Türkiye'nin tepki gösterdiği Dini Özgürlükler Raporu'nda neler var?

Ankara'dan yapılan açıklamada raporun büyük bir yanılgı ve kasıtlı çarpıtma çabası içinde olduğu savunuldu.

Türkiye'nin tepki gösterdiği Dini Özgürlükler Raporu'nda neler var?

Amerika Birleşik Devletleri (ABD) Uluslararası Dini Özgürlükler Komisyonu tarafından yayınlanan "2019 Uluslararası Dini Özgürlükler Raporu"nda Türkiye'ye yönelik eleştiriler yer aldı.

Cumhurbaşkanlığı ve Dışişleri Bakanlığı'ndan yapılan açıklamalarda, raporu hazırlayan komisyonun, Türkiye'deki dini azınlıklar konusunda büyük bir yanılgı ve kasıtlı çarpıtma çabası içinde olduğu savunuldu.

Dini özgürlükler hususunda yapılan araştırmaların sonucu ile Washington'a tavsiyelerin yer aldığı ve her yıl hazırlanan raporda Türkiye, 2018'de 'devletle bağlantısı olan ya da hükümetin göz yumduğu' ihlallerin ciddi boyutlarda olduğu ülkeler listesinde yer aldı.

RAPORDA HANGİ İFADELER YER ALDI?

Euronews'ten Tuba Altınkaya'nın haberine göre, Temmuz 2016'daki darbe girişiminden bu yana Türkiye'de insan hakları ve sivil özgürlüklere dair endişelerin sürdüğü belirtilen raporda, dini özgürlüklerle ilgili gidişatın, önümüzdeki yılda daha da kötüleşeceğine işaret ettiği yazıldı.
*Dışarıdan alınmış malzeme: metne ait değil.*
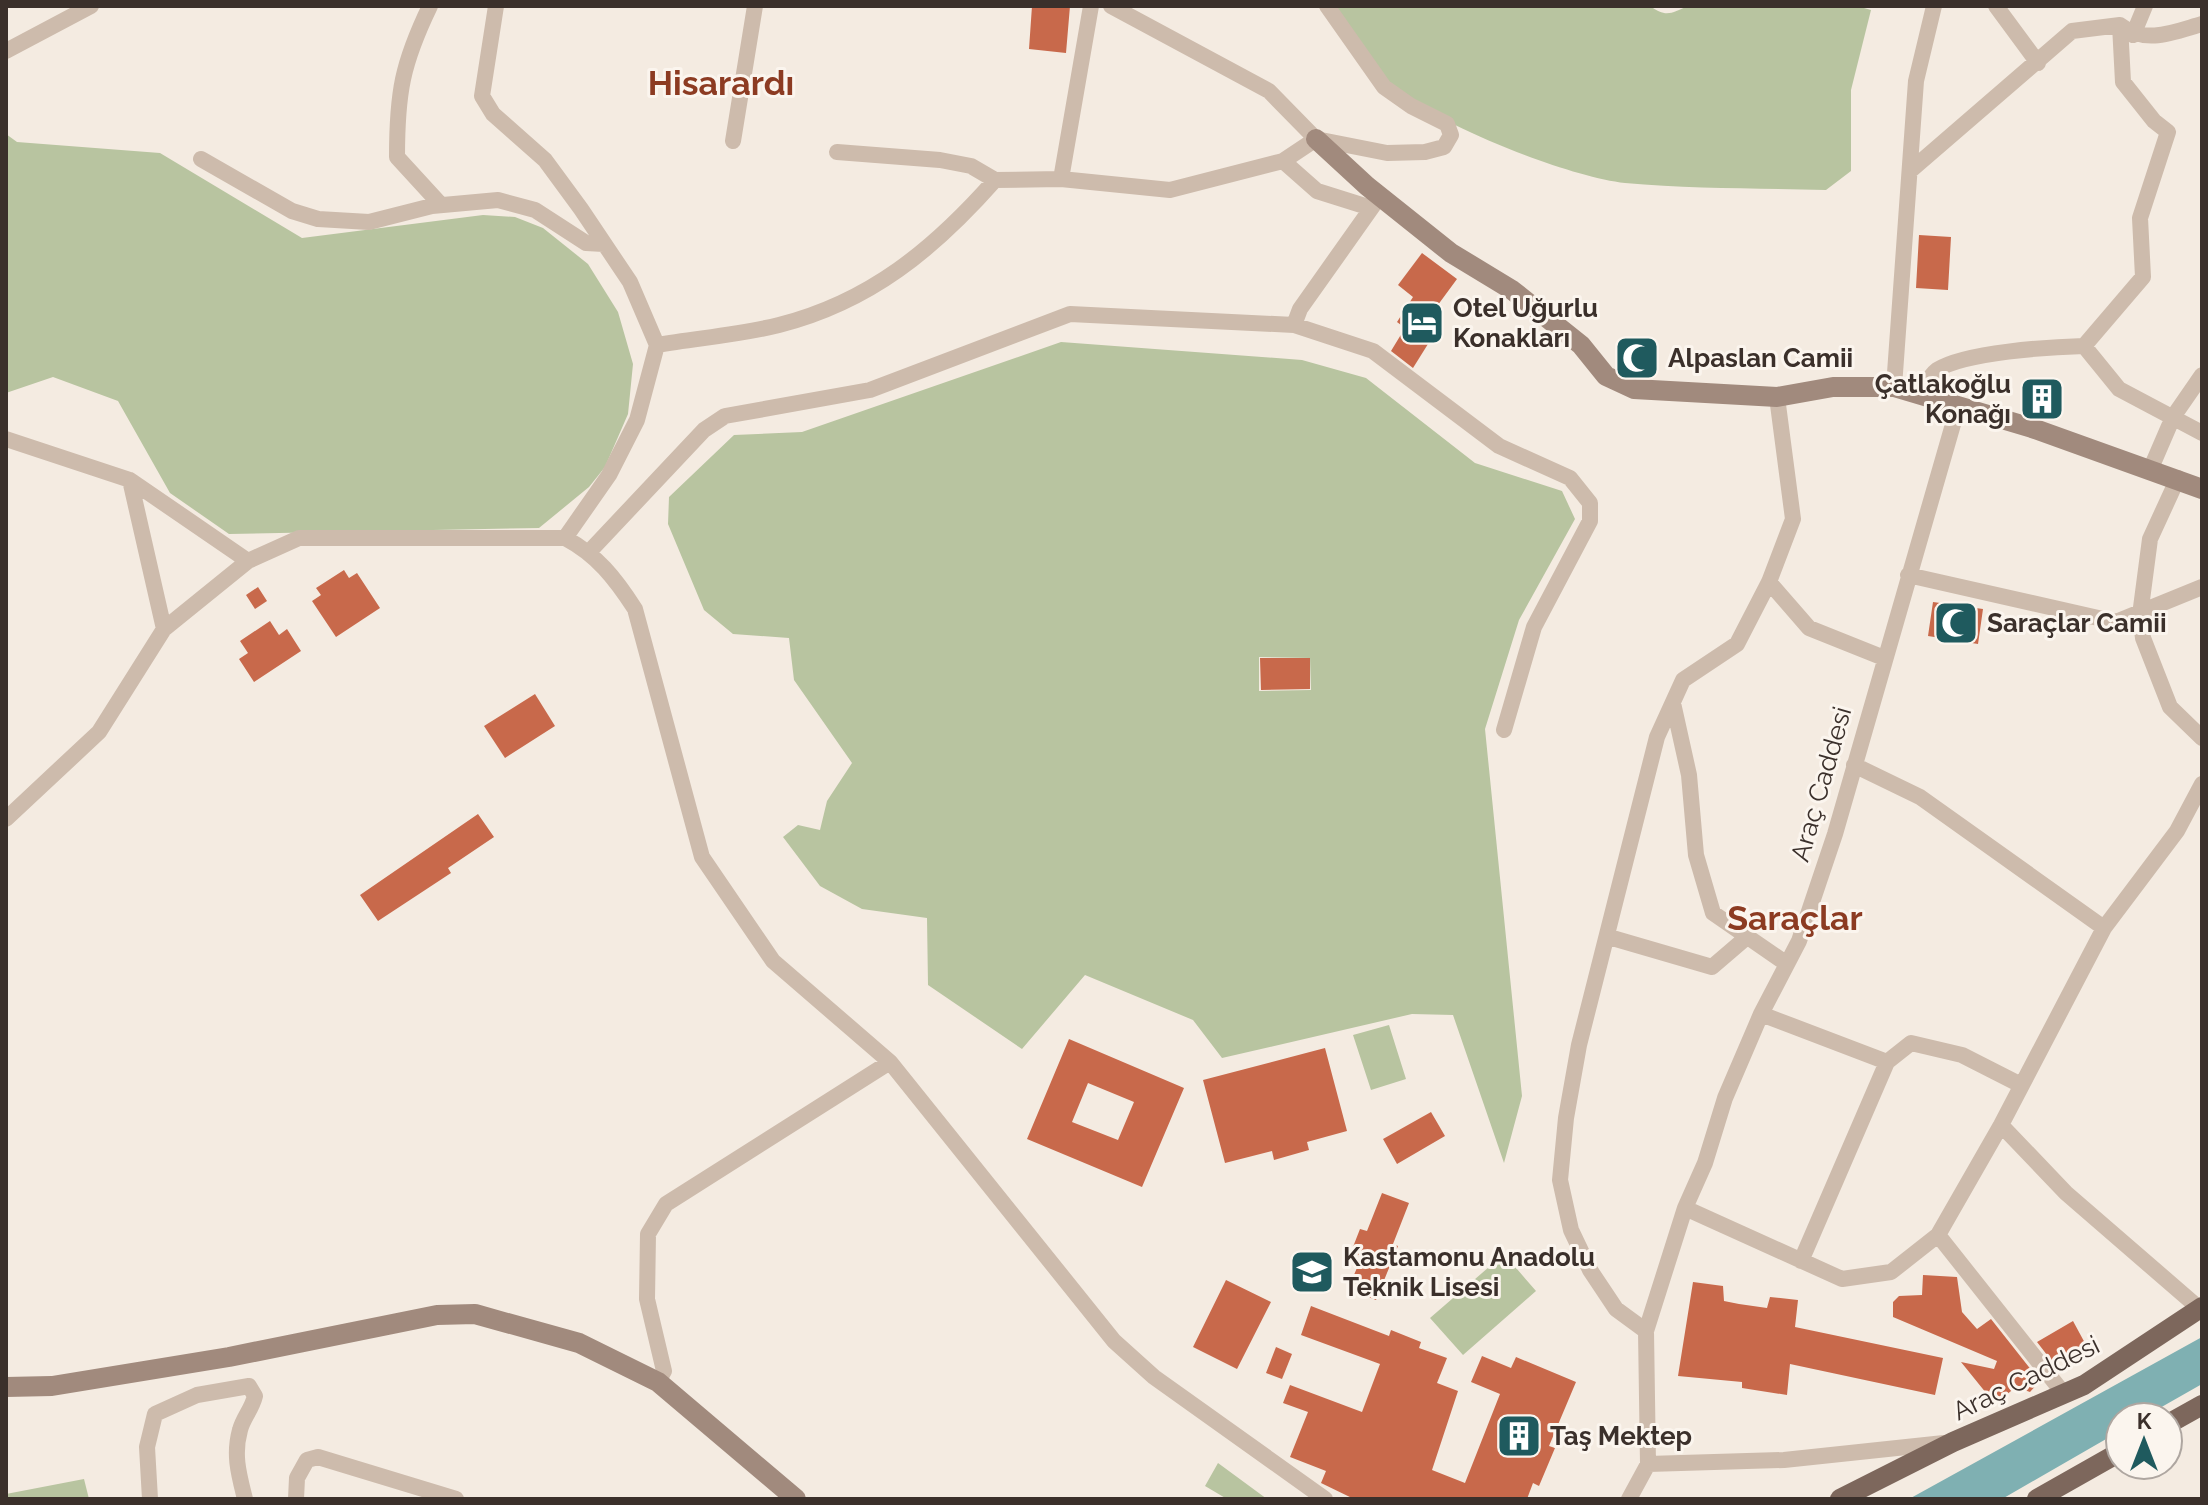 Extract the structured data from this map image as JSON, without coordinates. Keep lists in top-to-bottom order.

Raporda, 2018'de yürürlüğe giren müfredata rağmen devlet okullarındaki Din Kültürü ve Ahlak Bilgisi dersinin zorunlu oluşuna dikkat çekildi. Lozan Anlaşması'nda adı geçen dini azınlıklara mensup öğrencilere muafiyet tanınsa dahi, ateist veya Alevi ailelerin bu muafiyet hakkını kazanmak için zorlu bir yargı sürecinden geçtiği, talepleri mahkemece onaylansa dahi eğitim kurumlarında bu kararların pratiğe dökülmediği belirtildi.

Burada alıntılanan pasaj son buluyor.